Ampere deep dive: what’s new in GeForce RTX 3000 architecture

Jan Olšan

4 years ago

New manufacturing process 8N: Samsung technology enhanced especially for Nvidia

In terms of hardware, September was a green month with the release of the new generation of Nvidia GPUs, GeForce RTX 3000. They are based on the new Ampere architecture. In this article we are going to discuss what’s new compared to Turing: the new SM architecture doubling the number of shaders, the manufacturing process and the characteristics of the two chips that have been unveiled so far.

Everything is new: manufacturing node, architecture, memory and connectivity

Ampere is a new generation of GPU in all aspects. It combines three innovations: a new manufacturing node, a new architecture of the blocks and GPUs, but also a new GDDR6X memory technology which differs from predecessors by using more efficient PAM4 signaling. We have already covered GDDR6X here so we’ll refer you to that writeup and skip it in this article.

Manufacturing node: custom modified 8N technology

It has been known for quite some time that Nvidia will start manufacturing GPUs at Samsung instead of TSMC, which is the most established of the silicon manufacturing foundires. Nvidia has already used Samsung’s 14nm process (14LPP) for some less powerful Pascal chips (GP107 in GeForce GTX 1050/1050 Ti). So when there were reports last year that Nvidia would use Samsung’s process for next-generation chips, it was first thought that it would be something similar.

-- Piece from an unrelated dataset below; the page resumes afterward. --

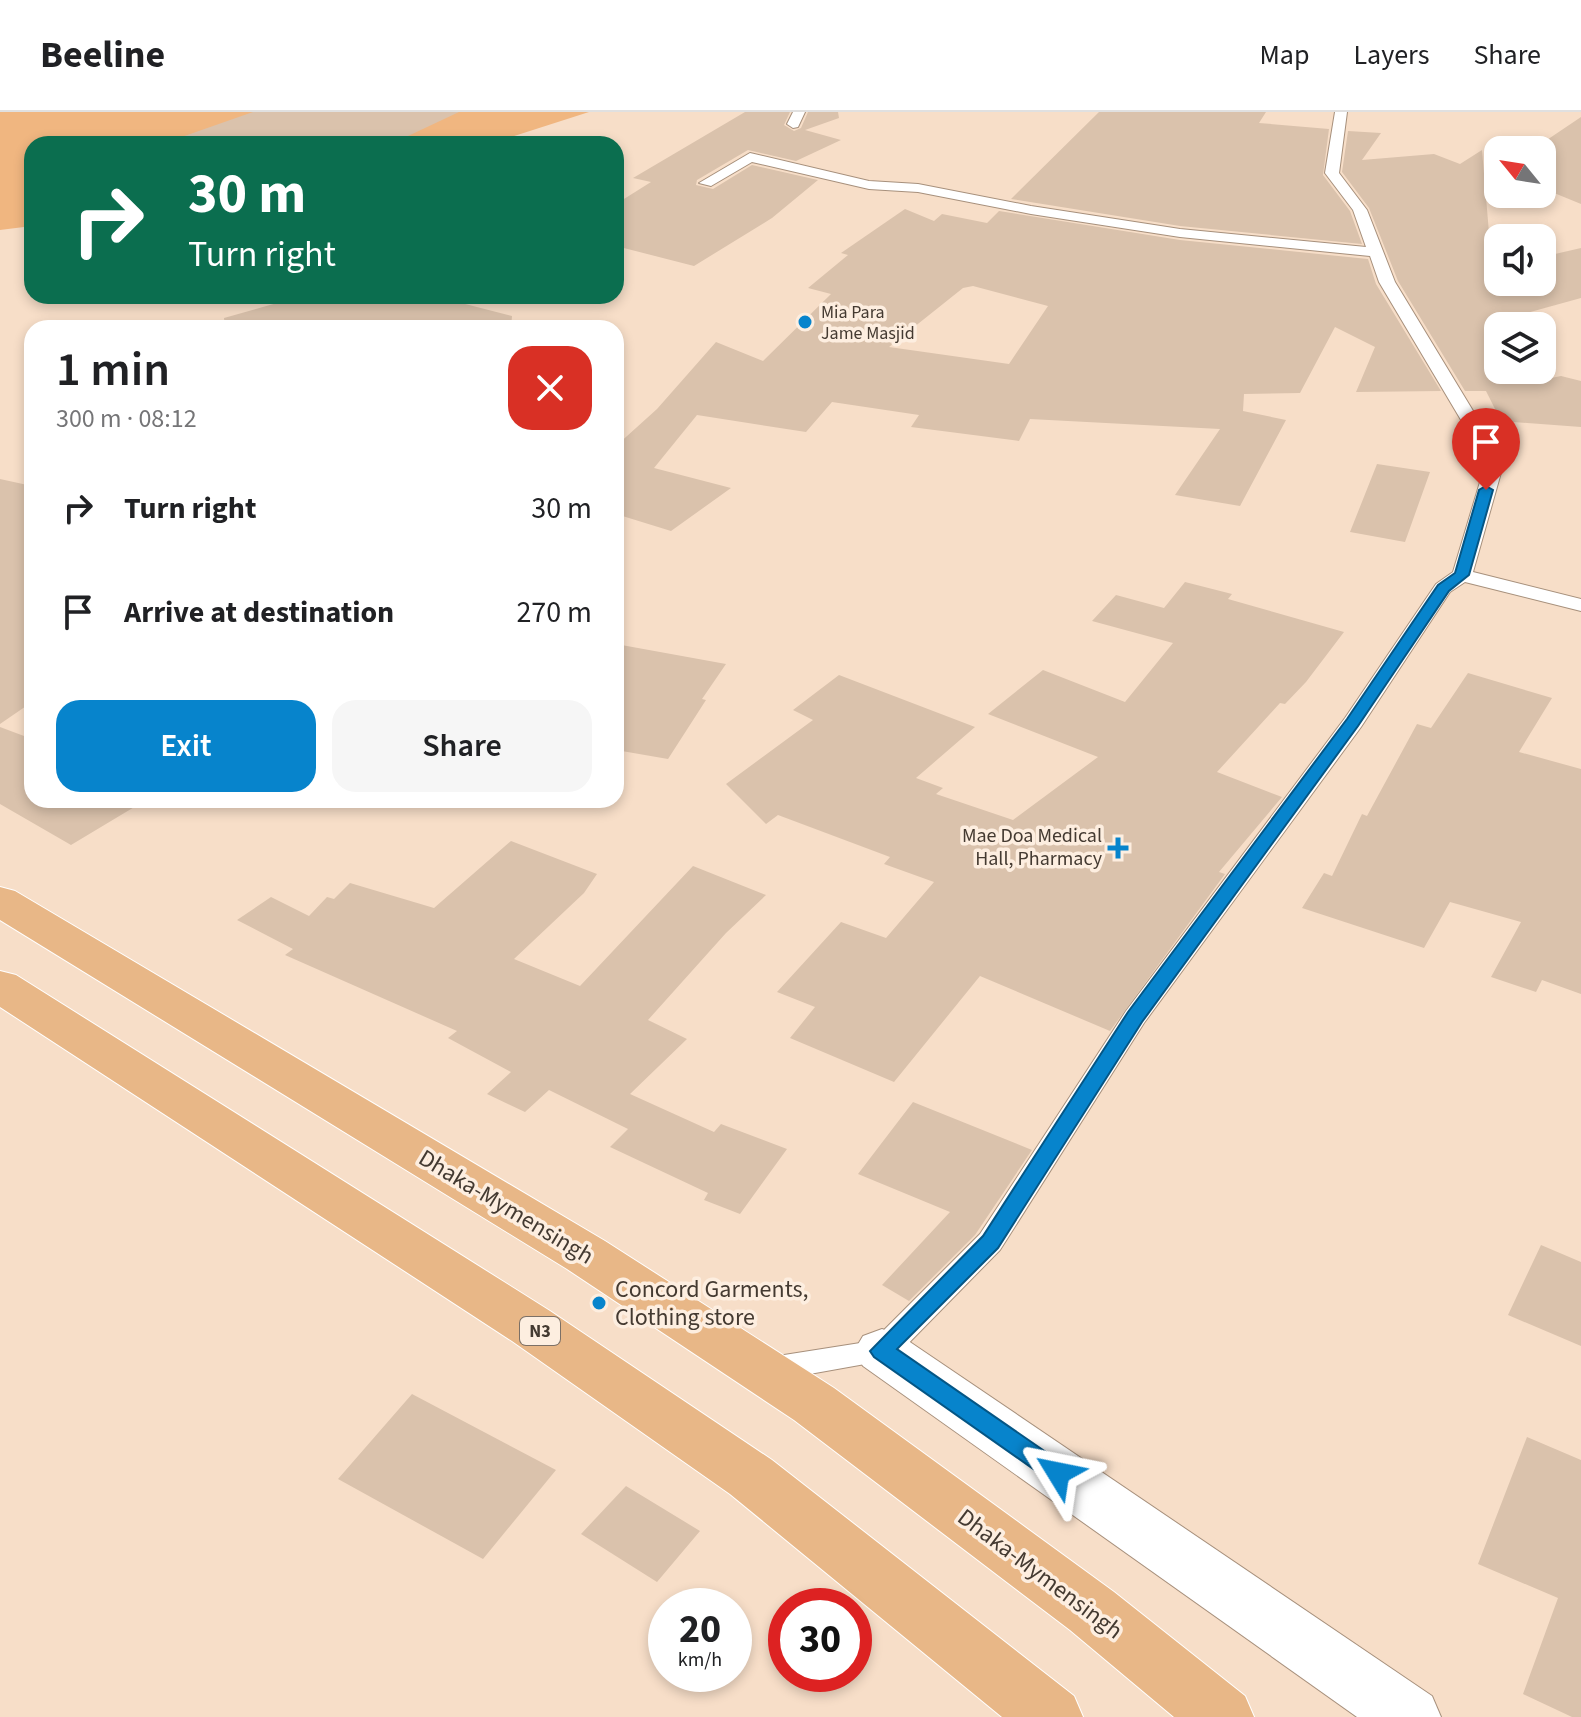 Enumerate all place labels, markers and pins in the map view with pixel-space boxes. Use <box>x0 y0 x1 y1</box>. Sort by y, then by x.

In the end it turned out quite differently. Nvidia actually produces the most powerful GPUs, GA102 and GA104 units, at Samsung and only the computing GA100 die for servers is manufactured on TSMC’s 7nm process. However, the gaming Ampere is specific not only because it is from Samsung, but also because it is not 7nm. Nvidia has chosen an older Samsung technology, the so-called 8nm process, which is an improved version of 10nm process node in fact.

Slajd, kde Nvidia oznamuje použití 8nm procesu 8N

The process is called 8N because it is specifically designed for Nvidia’s use and should include various unspecified improvements and modifications. It should therefore be a better technology than the 8LPP process used by some mobile phone SoCs. According to some sources, modifications done for Nvidia result in up to 10% higher performance (meaning higher frequency could be achieved) than the original version of the process that was focused more on mobile SoCs. However, this process probably achieves lower energy efficiency and transistor density than the real 7nm process, which in the case of Samsung is employs EUV lithography. It’s likely that the 8N process is also inferior to TSMC’s 7nm node.

Nvidia reports up to a 1.9x increase in energy efficiency in its marketing materials, but this is greatly exaggerated. Actual comparison of performance and power draw for GeForce RTX 3080/3090 graphics reveals significantly worse power efficiency improvements during gaming (approx. 1.1–1.3× depending on the circumstances). Note that if Nvidia would set the AMpere GPUs to the same TDPs as Turing chips, the efficiency would probably be much better (but that would result in lower final performance of the cards). Power efficiency in reality depends on how aggressively the chips in question are clocked, so it is not possible to give one exact value here.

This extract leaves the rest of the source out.